Weil viele Dinge in Japan anders sind als hierzulande, gestaltet sich auch eine Fahrt mit einem Taxi als recht aufregendes Unterfangen. Das beginnt schon bei der Kunst, eines der Autos anzuhalten. Es sei an dieser Stelle erwähnt, dass Japaner mit der offenen Handfläche nach Außen gerichtet nur nach Tieren winken, keinesfalls jedoch nach Mitmenschen. Es empfiehlt sich also nicht, sich an die Straße zu stellen und wie ein Irrer mit der Hand zu wedeln, wie es in Deutschland durchaus gerne praktiziert wird. Auch vom stets beliebten Handausstrecker mit leichtem Winker sei an dieser Stelle abzuraten. Stattdessen übt man die richtige Taxi-Winkerei am besten bereits zu Hause, sie erfordert nämlich einiger Übung. Man strecke also den rechten Arm aus, jedoch nicht zu weit, und drehe die Handaußenseite in die Richtung, aus der das anzuhaltende Taxi erwartet wird. Nun wedelt man leicht auf den eigenen Körper hin. Klingt einfach? In der Praxis schaffen dies nur die Wenigsten schon beim ersten Versuch, ohne sich nicht gleich den halben Oberkörper zu verdrehen – hat man den Dreh jedoch erstmal raus, kann man Taxen zu sich winken wie ein Profi.

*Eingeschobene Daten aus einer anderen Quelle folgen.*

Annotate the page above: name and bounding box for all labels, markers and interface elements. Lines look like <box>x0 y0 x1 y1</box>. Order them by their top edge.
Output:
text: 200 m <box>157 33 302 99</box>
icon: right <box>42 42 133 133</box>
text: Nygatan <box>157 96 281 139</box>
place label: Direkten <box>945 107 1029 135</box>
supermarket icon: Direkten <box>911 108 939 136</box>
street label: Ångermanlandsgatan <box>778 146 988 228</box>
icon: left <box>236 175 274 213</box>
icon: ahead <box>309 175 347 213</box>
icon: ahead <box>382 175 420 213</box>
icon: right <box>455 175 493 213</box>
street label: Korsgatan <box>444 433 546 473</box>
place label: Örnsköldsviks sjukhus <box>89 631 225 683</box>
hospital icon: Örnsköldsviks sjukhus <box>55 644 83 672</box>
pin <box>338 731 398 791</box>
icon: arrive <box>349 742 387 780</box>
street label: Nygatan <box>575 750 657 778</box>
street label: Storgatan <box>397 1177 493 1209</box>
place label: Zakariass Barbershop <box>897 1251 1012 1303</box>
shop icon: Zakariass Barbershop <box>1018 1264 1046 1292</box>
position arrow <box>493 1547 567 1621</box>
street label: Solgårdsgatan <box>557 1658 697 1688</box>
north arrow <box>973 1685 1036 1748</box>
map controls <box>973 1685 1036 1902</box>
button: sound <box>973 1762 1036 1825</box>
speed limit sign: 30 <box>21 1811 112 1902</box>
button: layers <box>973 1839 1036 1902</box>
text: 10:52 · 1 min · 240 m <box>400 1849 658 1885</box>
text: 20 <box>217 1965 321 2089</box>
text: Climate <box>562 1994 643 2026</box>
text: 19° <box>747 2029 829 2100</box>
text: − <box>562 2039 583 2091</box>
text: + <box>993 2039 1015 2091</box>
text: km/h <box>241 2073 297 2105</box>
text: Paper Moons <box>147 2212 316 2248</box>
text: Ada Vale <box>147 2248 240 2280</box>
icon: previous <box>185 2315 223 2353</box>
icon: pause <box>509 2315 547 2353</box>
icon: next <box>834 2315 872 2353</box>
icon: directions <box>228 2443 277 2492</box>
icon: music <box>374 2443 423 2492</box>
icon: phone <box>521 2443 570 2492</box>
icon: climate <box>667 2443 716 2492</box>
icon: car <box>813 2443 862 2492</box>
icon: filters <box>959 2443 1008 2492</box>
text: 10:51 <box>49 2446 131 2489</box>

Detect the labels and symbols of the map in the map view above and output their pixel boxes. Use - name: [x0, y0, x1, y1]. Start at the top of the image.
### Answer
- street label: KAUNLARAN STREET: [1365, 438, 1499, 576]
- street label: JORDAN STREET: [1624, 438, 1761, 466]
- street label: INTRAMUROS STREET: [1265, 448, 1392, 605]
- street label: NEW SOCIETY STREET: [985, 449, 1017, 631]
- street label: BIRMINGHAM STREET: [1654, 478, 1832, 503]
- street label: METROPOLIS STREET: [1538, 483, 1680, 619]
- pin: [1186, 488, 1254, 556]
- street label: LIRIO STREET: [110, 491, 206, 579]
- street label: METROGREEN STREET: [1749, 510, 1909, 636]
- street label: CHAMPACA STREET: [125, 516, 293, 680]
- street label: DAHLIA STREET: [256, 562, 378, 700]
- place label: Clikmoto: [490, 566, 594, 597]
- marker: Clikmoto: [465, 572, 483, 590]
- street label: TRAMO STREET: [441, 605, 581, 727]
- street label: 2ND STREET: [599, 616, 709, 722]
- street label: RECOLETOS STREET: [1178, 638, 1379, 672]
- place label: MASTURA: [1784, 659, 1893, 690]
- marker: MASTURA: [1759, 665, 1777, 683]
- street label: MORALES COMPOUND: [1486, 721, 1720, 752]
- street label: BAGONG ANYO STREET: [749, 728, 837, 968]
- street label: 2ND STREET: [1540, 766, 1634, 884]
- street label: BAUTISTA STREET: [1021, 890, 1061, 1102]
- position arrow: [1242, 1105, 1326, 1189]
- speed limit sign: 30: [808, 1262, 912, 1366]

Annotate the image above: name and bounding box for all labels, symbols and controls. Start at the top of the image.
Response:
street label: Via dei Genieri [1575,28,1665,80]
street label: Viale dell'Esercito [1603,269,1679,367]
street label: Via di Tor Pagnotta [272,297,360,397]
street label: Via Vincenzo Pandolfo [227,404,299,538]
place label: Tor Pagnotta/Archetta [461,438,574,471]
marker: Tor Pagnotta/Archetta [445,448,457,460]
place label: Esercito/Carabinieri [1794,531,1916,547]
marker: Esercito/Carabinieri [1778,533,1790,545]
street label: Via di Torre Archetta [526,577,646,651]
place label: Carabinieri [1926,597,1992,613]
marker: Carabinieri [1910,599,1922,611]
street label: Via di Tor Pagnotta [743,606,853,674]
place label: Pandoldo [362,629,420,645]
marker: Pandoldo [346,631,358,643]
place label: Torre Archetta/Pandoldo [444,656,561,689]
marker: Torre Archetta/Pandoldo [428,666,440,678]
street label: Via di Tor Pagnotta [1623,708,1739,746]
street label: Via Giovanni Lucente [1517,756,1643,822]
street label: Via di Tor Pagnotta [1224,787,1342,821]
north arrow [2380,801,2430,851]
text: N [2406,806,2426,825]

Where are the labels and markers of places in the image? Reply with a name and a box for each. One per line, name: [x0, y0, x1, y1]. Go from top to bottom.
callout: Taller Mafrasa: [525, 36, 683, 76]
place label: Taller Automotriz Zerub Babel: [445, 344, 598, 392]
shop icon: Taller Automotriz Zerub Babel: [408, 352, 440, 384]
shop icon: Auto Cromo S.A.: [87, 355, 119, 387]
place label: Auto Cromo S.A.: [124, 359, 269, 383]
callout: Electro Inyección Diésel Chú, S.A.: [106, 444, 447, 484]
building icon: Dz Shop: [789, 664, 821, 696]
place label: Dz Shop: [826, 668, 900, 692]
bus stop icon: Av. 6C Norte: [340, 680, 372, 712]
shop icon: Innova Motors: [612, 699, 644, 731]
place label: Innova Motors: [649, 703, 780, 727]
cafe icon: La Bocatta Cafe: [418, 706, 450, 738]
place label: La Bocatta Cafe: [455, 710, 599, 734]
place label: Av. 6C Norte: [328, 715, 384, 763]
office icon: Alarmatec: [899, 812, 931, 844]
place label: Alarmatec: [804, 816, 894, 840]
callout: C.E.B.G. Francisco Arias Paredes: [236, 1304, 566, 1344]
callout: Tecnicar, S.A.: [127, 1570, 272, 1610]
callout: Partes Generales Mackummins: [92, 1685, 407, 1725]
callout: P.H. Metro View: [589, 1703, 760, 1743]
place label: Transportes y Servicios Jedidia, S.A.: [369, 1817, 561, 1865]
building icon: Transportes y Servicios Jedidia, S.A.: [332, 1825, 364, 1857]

So viel schon mal vorweg: Das richtige Heranrufen eines Taxis ist bei weitem nicht das einzige, was im Land der aufgehenden Sonne nicht so ist, wie man es von Zuhause kennt. An einer Straßenecke in Tokyo versuchen wir unser Glück und wedeln eifrig wenn auch ungelenk, nach den vorbeirauschenden Wagen. Freie Taxen erkennt man an dem roten Schildchen, das hinter der Windschutzscheibe leuchtet, wer also – wie in Deutschland – nach grünen Schildern Ausschau hält, wartet vergeblich. Obwohl angeblich nicht alle Taxifahrer Touristen mitnehmen mögen, müssen wir nicht lange warten, bis ein Auto anhält und die linke hintere Tür aufspringt. Wir klettern hinein und sitzen in einem Auto, das jedes vierjährige Mädchen mit eigenem Puppenhaus in quiteschendes Entzücken versetzen dürfte. Der gesamte Innenraum ist mit weißer Spitze ausgelegt, wir sitzen auf weißer Spitze, schauen auf weiße Spitze und fühlen uns selbst ein bisschen wie weiße Spitze, während wir dem Fahrer auf gekleckertem Japanisch die Adresse unseres Hotels mitteilen. Der nette Mann hat sich dem Inneren seines Wagens angepasst, trägt Anzug und weiße Handschuhe, und schlängelt sich sicher durch den Verkehr. Wir erfreuen uns an der Aussicht und den vorbeiziehenden Hochhäusern und Tempeln, nichtsahnend, dass die Königsdisziplin der Fahrt noch auf uns wartet: Das Aussteigen!

Taxen

An dieser Stelle sei erwähnt, dass japanische Touristen im Ausland hin und wieder dadurch auffallen, dass sie beim Verlassen eines Taxis nicht selten die Tür offenstehen lassen. Das liegt daran, dass man in Japan stets aus der hinteren linken Tür aussteigt. Diese öffnet man auch nicht selbst, sondern wartet, bis der Fahrer das für einen erledigt. Dafür steigt er jedoch nicht etwa aus dem Wagen aus, sondern tritt auf einen kleinen Hebel im Fußraum, der mit der Tür verbunden ist und diese öffnet. Ganz schön tricky – vor allem für die armen Taxifahrer, die auf das Wohlwollen ihrer Fahrgäste angewiesen sind; greifen diese nämlich selbst nach der Tür und öffnen diese, schnellt der Hebel hoch und erwischt den Fahrer vorm Bein. Und das tut weh. Der schlaue Japan-Reisende liest so etwas natürlich schon vor Reisebeginn auf irgendeinem Blog oder in einem Reiseführer und wird sich diesen Fauxpas nicht erlauben!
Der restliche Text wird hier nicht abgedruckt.